# looking for a book



## trudy (Jan 8, 2002)

I would like to find a book about starting your own small business - but i'd like to find it specifically geared toward a bakery if possible (or at least something cooking/baking related).
How to come up with a plan and what to expect, etc...
If anybody can suggest something, that would be great!
thanks


----------



## thebighat (Feb 21, 2001)

There is such a book and the library in Newton MA has it at the main branch. Maybe you could call them and pester them. I borrowed it once, and have no recollection of the title.


----------



## mudbug (Dec 30, 1999)

Books for you:










*The Bread Builders: Hearth Loaves and Masonry Ovens *
by Daniel Wing & Alan Scott










*The Baker's Trade : A Recipe for Creating the Successful Small Bakery *
by Zachary Y. Schat

*Bakery for Profit: Starting a Small Bakery*
by George Bathie


----------



## trudy (Jan 8, 2002)

Thanks for the suggestions.
I think I'll check out the book stores this weekend and see if I find them - if not, i'll order online.
Thanks again for the help.


----------



## chiffonade (Nov 29, 2001)

I'd like to recommend _Bread Alone_ by Daniel Leader. Great foreword about how he came to get some of his equipment and succinctly express his love of baking. Excellent recipes too. If you can stick your nose into one at a Barnes & Noble, perhaps you could make a quick evaluation as to whether it would complement your fact-finding.

In the realm of equipment, procuring unnecessary mammoth pieces is just as much a sin as not starting big enough. The Polly-O (Italian Cheese) company of New York is a typical example of how a buying spree killed a family business. The elder Pollio (the actual family name) did a rip roaring business out of a facility on Fountain Avenue. The kids got hold of the business after he passed on and insisted on acquiring a huge plant facility. Kraft swooped in and gobbled up the company after the kids lost large sums of money buying equipment and space they didn't need.

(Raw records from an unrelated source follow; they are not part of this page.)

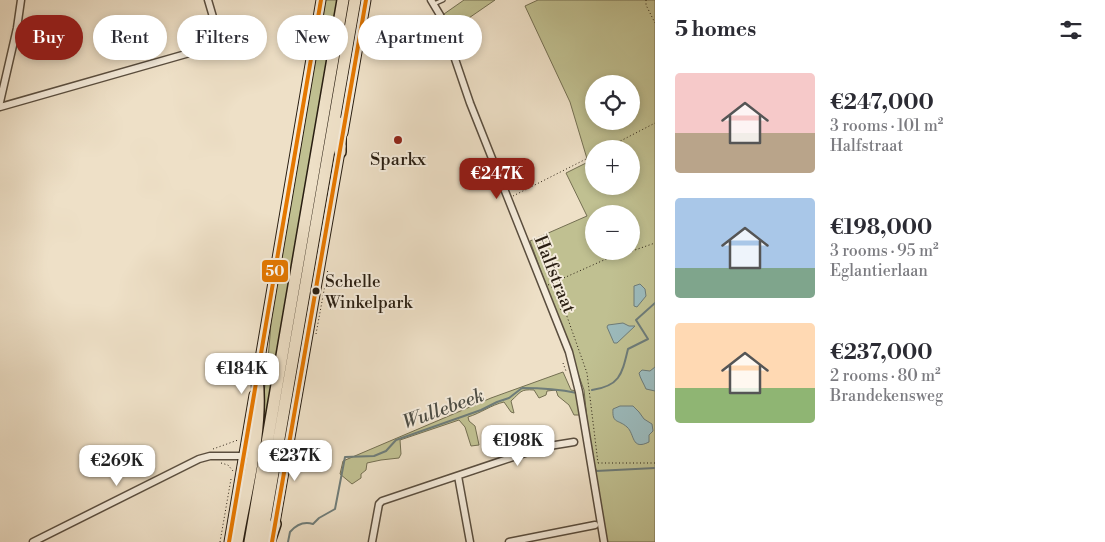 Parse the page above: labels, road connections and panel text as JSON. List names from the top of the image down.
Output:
{
  "streets": {
    "street": ["Halfstraat"]
  },
  "water": ["Wullebeek"],
  "places": ["Sparkx", "Schelle Winkelpark"],
  "lines": ["transit line 50"],
  "page": {
    "heading": "5 homes",
    "chip": [
      "Buy",
      "Rent",
      "Filters",
      "New",
      "Apartment"
    ],
    "list": [
      {
        "name": "€247,000",
        "note": "3 rooms · 101 m² · Halfstraat"
      },
      {
        "name": "€198,000",
        "note": "3 rooms · 95 m² · Eglantierlaan"
      },
      {
        "name": "€237,000",
        "note": "2 rooms · 80 m² · Brandekensweg"
      }
    ],
    "map_buttons": ["+", "−"],
    "price": [
      "€247K",
      "€184K",
      "€198K",
      "€237K",
      "€269K"
    ]
  }
} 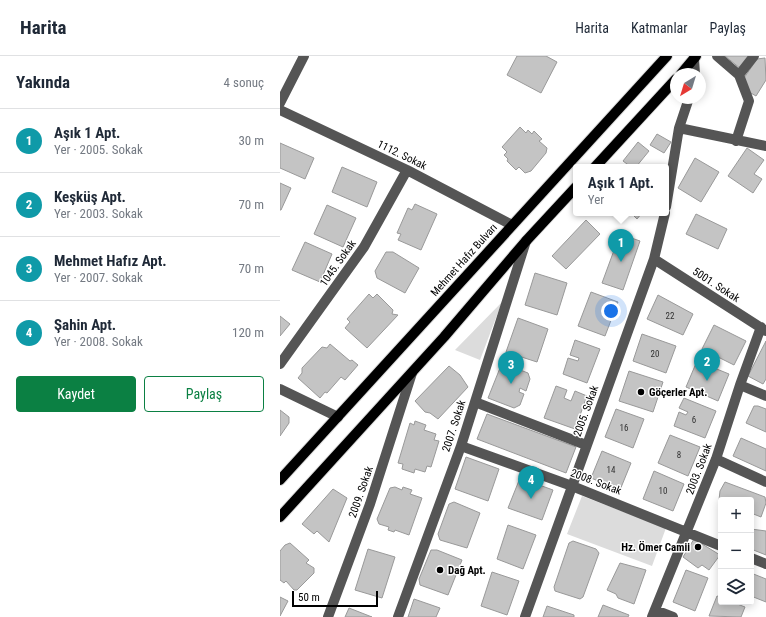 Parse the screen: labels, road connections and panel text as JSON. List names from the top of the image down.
{
  "streets": {
    "main road": ["Mehmet Hafız Bulvarı"],
    "street": [
      "1112. Sokak",
      "1045. Sokak",
      "5001. Sokak",
      "2005. Sokak",
      "2007. Sokak",
      "2003. Sokak",
      "2008. Sokak",
      "2009. Sokak"
    ]
  },
  "crossings": [
    ["1112. Sokak", "Mehmet Hafız Bulvarı"],
    ["1112. Sokak", "1045. Sokak"],
    ["5001. Sokak", "2005. Sokak"],
    ["5001. Sokak", "2003. Sokak"],
    ["2005. Sokak", "2008. Sokak"],
    ["2007. Sokak", "2008. Sokak"],
    ["2003. Sokak", "2008. Sokak"]
  ],
  "places": ["Göçerler Apt.", "Hz. Ömer Camii", "Dağ Apt."],
  "house_numbers": [
    "22",
    "20",
    "6",
    "16",
    "8",
    "14",
    "10"
  ],
  "scale_bar": "50 m",
  "north": "bottom left",
  "page": {
    "header": "Harita",
    "nav": ["Harita", "Katmanlar", "Paylaş"],
    "heading": ["Yakında", "4 sonuç"],
    "list": [
      {
        "mark": "1",
        "name": "Aşık 1 Apt.",
        "note": "Yer · 2005. Sokak",
        "value": "30 m"
      },
      {
        "mark": "2",
        "name": "Keşküş Apt.",
        "note": "Yer · 2003. Sokak",
        "value": "70 m"
      },
      {
        "mark": "3",
        "name": "Mehmet Hafız Apt.",
        "note": "Yer · 2007. Sokak",
        "value": "70 m"
      },
      {
        "mark": "4",
        "name": "Şahin Apt.",
        "note": "Yer · 2008. Sokak",
        "value": "120 m"
      }
    ],
    "popup": ["Aşık 1 Apt.", "Yer"],
    "pins": [
      "1",
      "2",
      "3",
      "4"
    ],
    "buttons": ["Kaydet", "Paylaş"],
    "map_buttons": ["+", "−"],
    "scale": "50 m"
  }
} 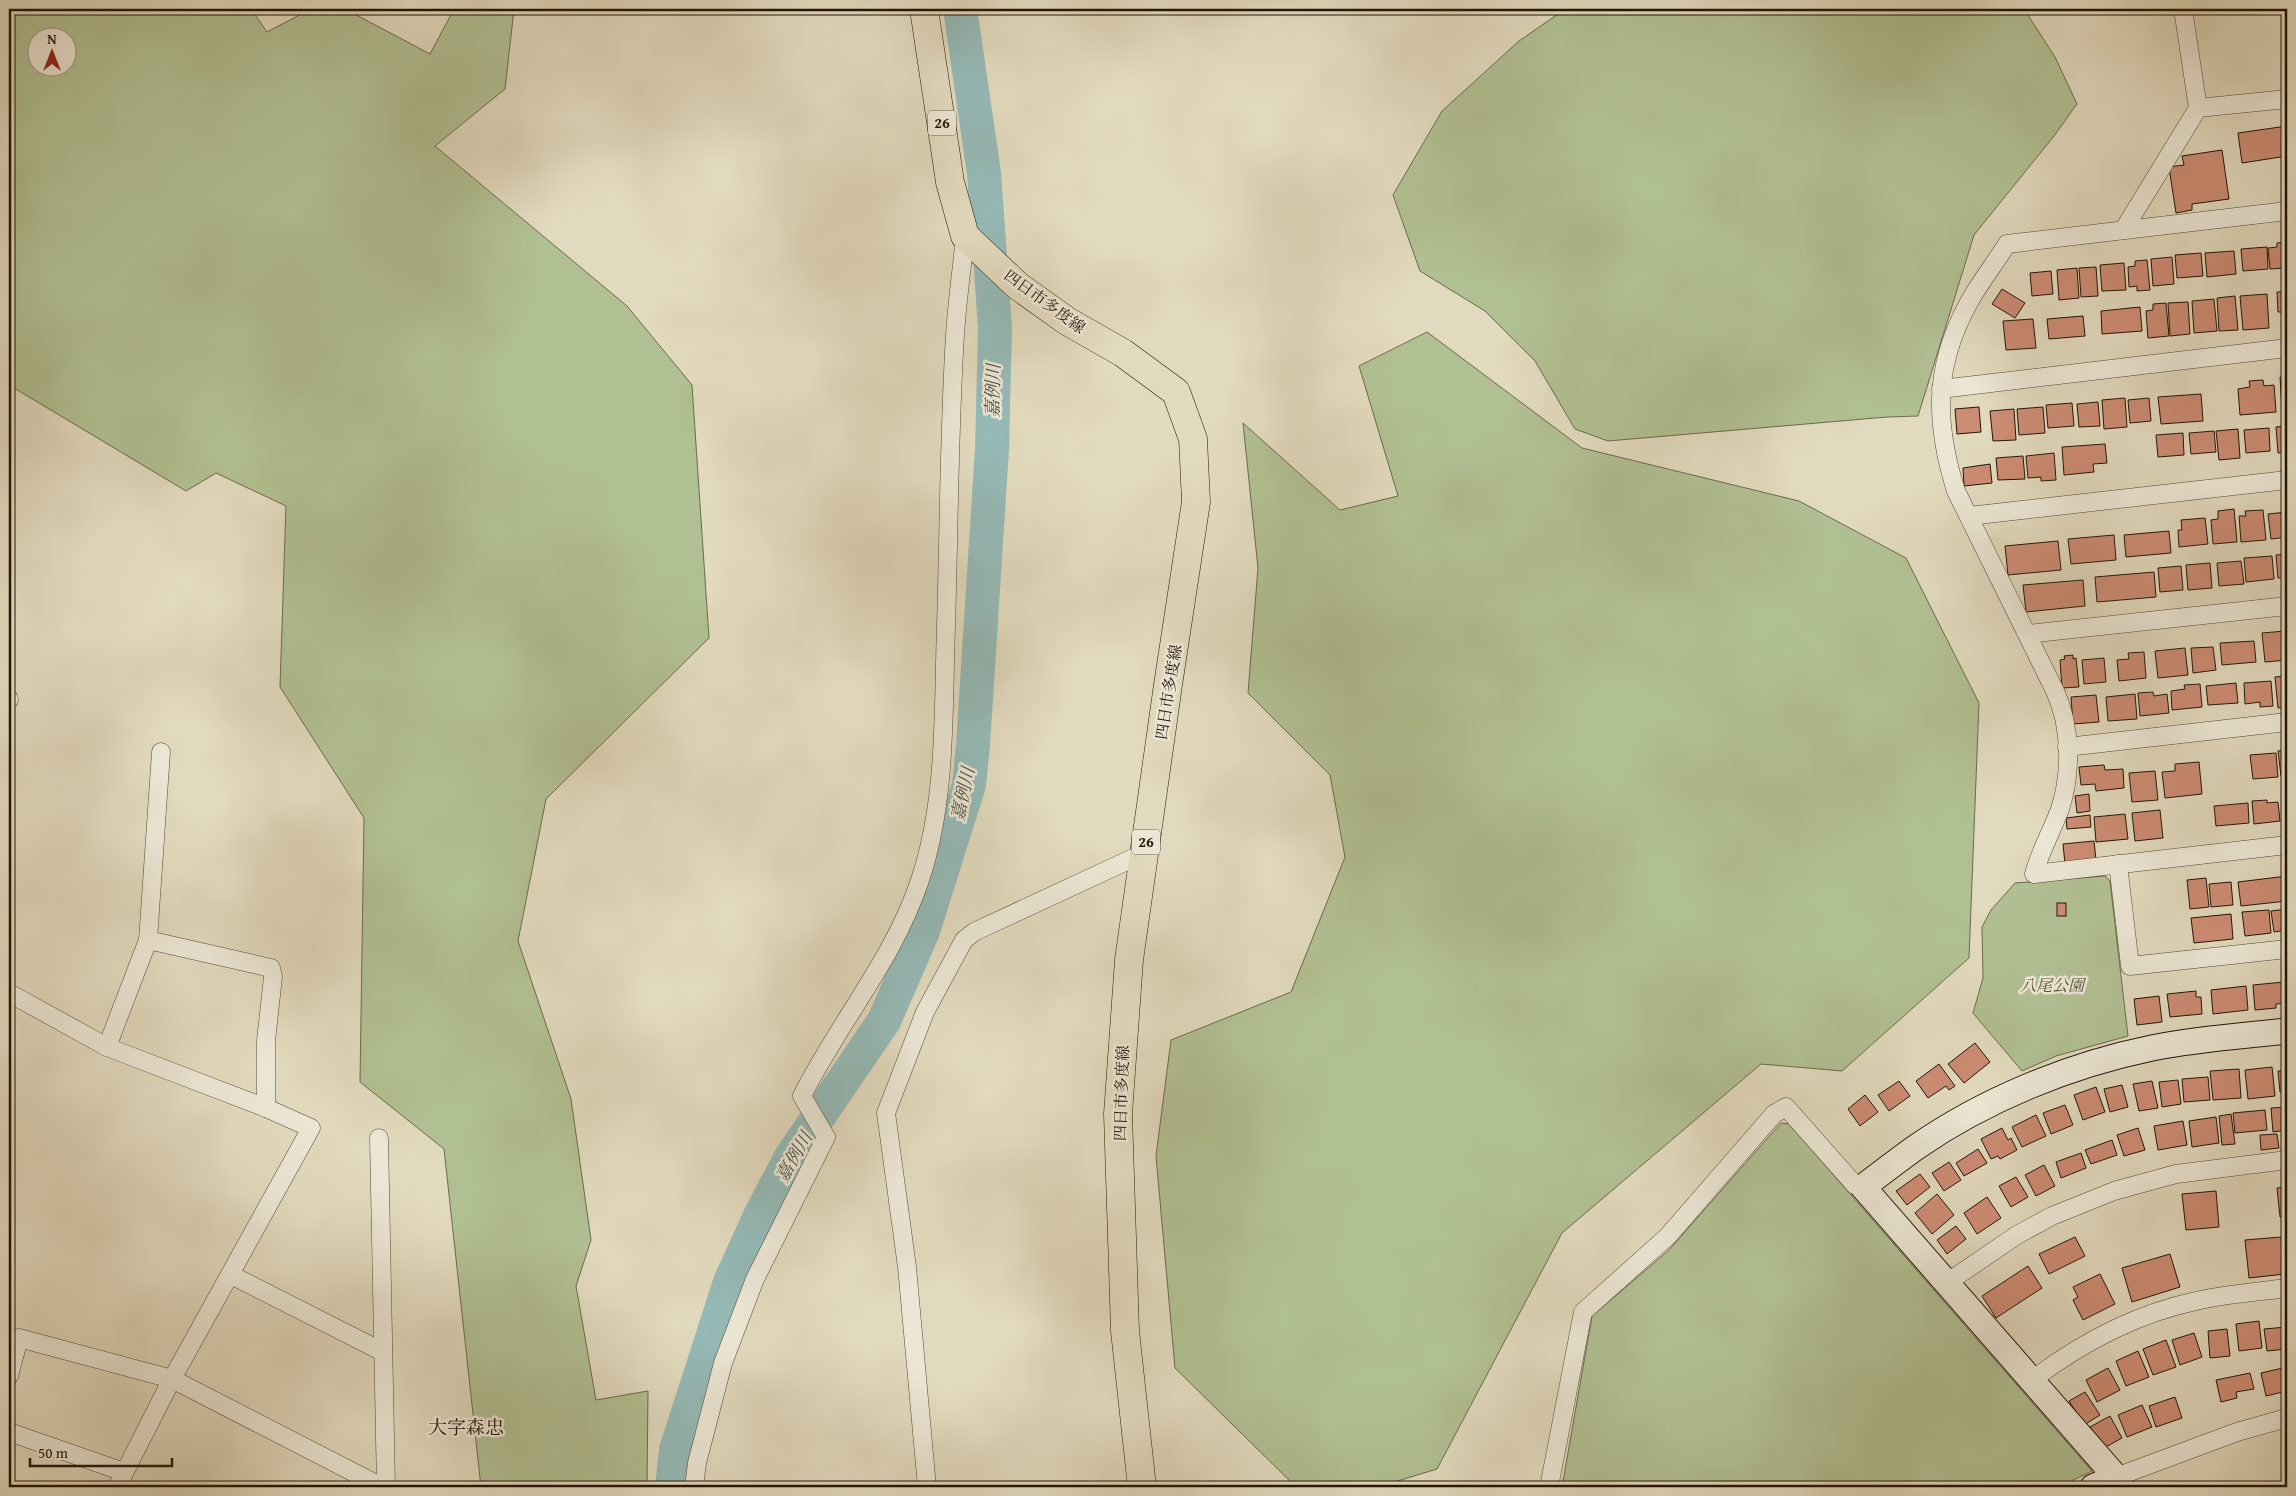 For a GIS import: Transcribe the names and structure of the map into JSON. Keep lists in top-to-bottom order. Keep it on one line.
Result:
{"streets":{"main road":["26","四日市多度線"]},"crossings":[["26","四日市多度線"]],"districts":["大字森忠"],"water":["嘉例川"],"parks":["八尾公園"],"scale_bar":"50 m","north":"top"}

Also, you can get second hand equipment that was sold by failed businesses for a song, compared to new. You need to scope out reputable second-hand restaurant equipment establishments - this could save you lots of $$$. (There needs to be some type of warranty attached to large equipment...if not, go somewhere else.)

Good luck! :chef:


----------



## kokopuffs (Aug 4, 2000)

Go to either BARNES AND NOBLE or BORDERS book store to the small business section. You should be able to find some good material there.


----------



## thebighat (Feb 21, 2001)

The Baker's Trade, pictured in a previous post, is exactly the book I was thinking of.


----------